Every year is different, with a new dynamic, so that tutors and students alike are stimulated by new challenges in this small but specialist institution. Notably this year has a more sculptural presence, where the work made with the found object is in dialogue with an artist whose practice includes taxidermy, and biomorphic blobs encounter visionary portraits skilfully emerging through the use of egg tempera. Across the studio is a large noisy narrative painting of a social gathering, and not far away photographic images of memorials communicate to the living; sonorous and mournful. Pure delight in perception is encountered via the rumbles of a super eight film loop while strangely another piece of old technology is heard by the use of a typewriter. Describing just some of these very different artistic practices cannot encapsulate the breadth of ambition nor most importantly the high quality and indeed quantity of skills that are brought together in the studio. Conversations about the nearest timber merchants mingle with how Frieze looked this year or an essay on social anthropology.

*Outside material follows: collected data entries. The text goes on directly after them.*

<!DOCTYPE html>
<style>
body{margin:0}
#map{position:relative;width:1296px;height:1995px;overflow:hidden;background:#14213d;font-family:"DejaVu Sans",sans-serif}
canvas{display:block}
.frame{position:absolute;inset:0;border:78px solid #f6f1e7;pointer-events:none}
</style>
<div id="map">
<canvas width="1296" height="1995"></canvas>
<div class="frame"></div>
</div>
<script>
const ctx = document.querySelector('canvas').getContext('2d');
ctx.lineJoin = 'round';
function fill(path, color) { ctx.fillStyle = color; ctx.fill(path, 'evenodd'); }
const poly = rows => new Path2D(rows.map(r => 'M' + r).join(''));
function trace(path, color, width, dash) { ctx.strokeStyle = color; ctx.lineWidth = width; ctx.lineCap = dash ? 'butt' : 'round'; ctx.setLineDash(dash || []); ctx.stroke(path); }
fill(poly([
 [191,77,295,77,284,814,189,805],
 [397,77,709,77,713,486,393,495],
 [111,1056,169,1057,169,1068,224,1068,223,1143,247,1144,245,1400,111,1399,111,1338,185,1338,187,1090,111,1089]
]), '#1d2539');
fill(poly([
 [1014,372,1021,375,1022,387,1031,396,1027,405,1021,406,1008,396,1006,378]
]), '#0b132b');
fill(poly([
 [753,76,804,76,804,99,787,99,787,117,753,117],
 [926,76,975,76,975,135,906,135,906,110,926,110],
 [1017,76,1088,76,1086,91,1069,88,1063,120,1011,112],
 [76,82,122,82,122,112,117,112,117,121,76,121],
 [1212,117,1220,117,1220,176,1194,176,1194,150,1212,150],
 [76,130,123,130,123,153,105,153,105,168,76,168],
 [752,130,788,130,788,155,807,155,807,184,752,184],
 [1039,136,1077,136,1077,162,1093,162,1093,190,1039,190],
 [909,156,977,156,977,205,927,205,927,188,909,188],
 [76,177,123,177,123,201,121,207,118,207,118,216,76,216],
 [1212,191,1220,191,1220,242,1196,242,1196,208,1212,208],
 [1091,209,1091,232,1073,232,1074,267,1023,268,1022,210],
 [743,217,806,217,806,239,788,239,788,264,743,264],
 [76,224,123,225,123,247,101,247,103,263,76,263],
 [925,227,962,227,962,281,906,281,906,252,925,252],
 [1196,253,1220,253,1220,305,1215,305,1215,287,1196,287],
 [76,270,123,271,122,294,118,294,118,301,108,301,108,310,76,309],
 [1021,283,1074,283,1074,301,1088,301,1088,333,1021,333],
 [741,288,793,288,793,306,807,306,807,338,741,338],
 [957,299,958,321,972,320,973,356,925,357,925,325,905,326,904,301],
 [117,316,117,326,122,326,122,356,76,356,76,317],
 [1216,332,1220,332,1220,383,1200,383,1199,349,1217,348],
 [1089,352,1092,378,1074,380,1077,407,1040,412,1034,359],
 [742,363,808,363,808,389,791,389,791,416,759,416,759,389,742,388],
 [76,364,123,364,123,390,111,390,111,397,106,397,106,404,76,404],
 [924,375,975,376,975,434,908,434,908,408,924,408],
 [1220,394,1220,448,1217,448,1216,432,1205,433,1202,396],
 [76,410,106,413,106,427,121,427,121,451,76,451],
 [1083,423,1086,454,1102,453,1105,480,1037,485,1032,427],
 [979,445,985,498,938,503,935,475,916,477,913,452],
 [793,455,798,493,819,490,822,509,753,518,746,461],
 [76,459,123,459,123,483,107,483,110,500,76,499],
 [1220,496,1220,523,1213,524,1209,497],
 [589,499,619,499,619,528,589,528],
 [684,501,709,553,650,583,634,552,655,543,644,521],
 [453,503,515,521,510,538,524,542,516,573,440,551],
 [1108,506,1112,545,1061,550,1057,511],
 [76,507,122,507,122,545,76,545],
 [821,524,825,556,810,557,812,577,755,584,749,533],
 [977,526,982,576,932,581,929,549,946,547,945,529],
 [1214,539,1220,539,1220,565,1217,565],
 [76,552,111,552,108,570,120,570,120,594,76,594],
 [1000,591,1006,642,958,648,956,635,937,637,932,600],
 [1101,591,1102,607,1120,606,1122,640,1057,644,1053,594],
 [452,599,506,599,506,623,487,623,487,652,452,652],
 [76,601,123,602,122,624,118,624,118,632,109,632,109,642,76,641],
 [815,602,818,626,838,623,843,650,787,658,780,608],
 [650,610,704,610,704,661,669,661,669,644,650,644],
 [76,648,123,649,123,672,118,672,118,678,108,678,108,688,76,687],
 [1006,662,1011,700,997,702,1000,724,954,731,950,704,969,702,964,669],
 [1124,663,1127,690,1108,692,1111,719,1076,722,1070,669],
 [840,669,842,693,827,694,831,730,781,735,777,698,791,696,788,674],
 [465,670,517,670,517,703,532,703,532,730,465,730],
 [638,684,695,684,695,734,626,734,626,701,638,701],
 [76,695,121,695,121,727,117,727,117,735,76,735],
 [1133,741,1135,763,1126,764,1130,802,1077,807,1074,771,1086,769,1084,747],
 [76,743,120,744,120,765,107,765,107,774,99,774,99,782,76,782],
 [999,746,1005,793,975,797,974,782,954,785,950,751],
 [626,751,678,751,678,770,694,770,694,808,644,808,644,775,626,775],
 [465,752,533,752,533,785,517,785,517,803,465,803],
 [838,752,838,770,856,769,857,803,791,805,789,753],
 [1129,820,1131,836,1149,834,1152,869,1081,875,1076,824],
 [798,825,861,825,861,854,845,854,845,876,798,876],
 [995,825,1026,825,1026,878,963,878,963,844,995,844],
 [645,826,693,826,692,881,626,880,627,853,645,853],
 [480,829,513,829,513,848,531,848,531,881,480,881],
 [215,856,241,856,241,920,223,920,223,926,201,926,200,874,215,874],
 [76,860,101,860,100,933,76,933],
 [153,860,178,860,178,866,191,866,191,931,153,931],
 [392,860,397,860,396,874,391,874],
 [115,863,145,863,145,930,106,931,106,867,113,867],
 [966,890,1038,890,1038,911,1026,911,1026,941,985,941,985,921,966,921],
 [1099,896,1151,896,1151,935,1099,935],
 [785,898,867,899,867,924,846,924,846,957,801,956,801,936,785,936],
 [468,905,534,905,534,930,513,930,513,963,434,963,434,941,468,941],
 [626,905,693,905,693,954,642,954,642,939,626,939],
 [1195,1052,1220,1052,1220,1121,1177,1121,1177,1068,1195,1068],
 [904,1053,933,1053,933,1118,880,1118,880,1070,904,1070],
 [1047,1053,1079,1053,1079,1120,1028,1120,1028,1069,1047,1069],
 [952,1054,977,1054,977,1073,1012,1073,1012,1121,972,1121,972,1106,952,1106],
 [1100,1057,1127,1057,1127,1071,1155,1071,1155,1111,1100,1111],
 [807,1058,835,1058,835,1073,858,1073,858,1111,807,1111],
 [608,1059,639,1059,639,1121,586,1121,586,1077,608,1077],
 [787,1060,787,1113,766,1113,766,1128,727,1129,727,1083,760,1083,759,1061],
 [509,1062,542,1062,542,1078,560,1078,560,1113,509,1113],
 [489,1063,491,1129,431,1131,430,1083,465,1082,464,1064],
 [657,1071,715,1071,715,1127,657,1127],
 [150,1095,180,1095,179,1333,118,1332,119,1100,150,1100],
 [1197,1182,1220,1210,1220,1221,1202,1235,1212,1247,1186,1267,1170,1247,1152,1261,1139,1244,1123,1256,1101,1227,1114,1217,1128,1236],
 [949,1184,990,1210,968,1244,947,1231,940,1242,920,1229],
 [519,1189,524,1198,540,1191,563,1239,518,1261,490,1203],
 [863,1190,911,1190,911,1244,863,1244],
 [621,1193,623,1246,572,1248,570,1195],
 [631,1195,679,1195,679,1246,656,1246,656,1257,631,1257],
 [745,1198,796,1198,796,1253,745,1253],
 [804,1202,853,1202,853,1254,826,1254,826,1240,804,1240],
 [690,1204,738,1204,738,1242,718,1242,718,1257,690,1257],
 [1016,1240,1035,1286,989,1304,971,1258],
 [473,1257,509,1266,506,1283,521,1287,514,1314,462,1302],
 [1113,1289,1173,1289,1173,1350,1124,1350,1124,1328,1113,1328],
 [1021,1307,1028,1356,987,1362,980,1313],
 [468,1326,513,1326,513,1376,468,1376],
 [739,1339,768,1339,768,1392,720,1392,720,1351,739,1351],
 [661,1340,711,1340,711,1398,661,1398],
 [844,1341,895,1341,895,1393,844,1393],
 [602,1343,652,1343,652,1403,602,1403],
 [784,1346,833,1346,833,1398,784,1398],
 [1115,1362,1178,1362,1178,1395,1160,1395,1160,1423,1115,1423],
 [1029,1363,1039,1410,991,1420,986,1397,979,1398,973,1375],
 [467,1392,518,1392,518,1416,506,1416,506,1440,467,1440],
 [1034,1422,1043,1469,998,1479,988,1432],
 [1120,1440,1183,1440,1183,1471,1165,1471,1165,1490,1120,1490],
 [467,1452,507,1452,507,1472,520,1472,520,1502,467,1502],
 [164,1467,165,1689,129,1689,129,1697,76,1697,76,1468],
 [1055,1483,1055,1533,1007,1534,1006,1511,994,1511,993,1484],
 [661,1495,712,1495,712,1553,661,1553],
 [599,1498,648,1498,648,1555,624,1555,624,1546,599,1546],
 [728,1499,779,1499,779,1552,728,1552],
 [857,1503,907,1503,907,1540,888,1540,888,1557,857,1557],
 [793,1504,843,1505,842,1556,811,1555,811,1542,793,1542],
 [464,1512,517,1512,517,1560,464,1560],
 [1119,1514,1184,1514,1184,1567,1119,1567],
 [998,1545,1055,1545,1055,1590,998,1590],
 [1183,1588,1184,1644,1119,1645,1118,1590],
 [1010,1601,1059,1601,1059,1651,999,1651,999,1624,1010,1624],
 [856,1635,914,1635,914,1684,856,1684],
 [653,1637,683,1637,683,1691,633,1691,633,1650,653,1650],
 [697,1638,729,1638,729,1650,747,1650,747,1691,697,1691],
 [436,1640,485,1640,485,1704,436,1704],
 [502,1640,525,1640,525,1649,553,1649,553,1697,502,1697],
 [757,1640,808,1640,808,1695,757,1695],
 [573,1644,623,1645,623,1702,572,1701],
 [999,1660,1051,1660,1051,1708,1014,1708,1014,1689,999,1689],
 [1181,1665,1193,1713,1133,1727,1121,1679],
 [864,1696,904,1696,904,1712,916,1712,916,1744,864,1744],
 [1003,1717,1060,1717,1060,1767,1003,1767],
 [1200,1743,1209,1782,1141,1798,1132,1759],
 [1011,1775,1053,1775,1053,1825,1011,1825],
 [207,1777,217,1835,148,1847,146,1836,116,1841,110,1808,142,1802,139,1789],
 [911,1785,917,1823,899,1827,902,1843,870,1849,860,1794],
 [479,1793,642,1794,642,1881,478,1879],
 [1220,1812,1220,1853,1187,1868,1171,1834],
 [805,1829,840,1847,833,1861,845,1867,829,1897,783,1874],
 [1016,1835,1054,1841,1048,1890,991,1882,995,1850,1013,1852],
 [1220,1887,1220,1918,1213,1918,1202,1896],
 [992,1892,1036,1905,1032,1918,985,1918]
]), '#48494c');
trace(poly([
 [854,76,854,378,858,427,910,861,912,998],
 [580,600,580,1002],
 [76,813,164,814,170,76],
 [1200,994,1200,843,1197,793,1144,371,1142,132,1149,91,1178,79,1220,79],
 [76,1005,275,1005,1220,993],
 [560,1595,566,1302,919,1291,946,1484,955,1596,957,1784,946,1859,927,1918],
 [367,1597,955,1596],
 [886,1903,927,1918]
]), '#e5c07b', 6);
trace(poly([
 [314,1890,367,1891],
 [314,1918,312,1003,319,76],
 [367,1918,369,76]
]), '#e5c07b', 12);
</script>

'Duck and Cover', Christopher McSherry, First Year Student, 77 x 82 x 32 cm. Clay, plaster, paint, wood, 2008. Sculpture, Painting, Printmaking Photography, this year includes Typography, and Filmmaking and Installation all rub practical and intellectual shoulders with each other in a dedicated studio space. Although this is early in the academic year we have already had two days when each new first year has the opportunity to present a short talk on their personal practice and we have had one group critique with four 1st years showing work for discussion in the ‘Keeper’s Room’. So the peer group debate has begun and so have the workshops, some for bronze casting, whilst others have made use of silkscreen and etching and, of course, the Epson print facilities. One artist has booked the ‘project space’ for a week to make the biggest painting she has ever had the opportunity to do up until now.
We are three weeks into three years of artistic endeavour, and as I have the privilege of being ‘First Year Tutor’, I can only look forward to this talented group of young artists individually and in useful collaboration achieving their ambitions.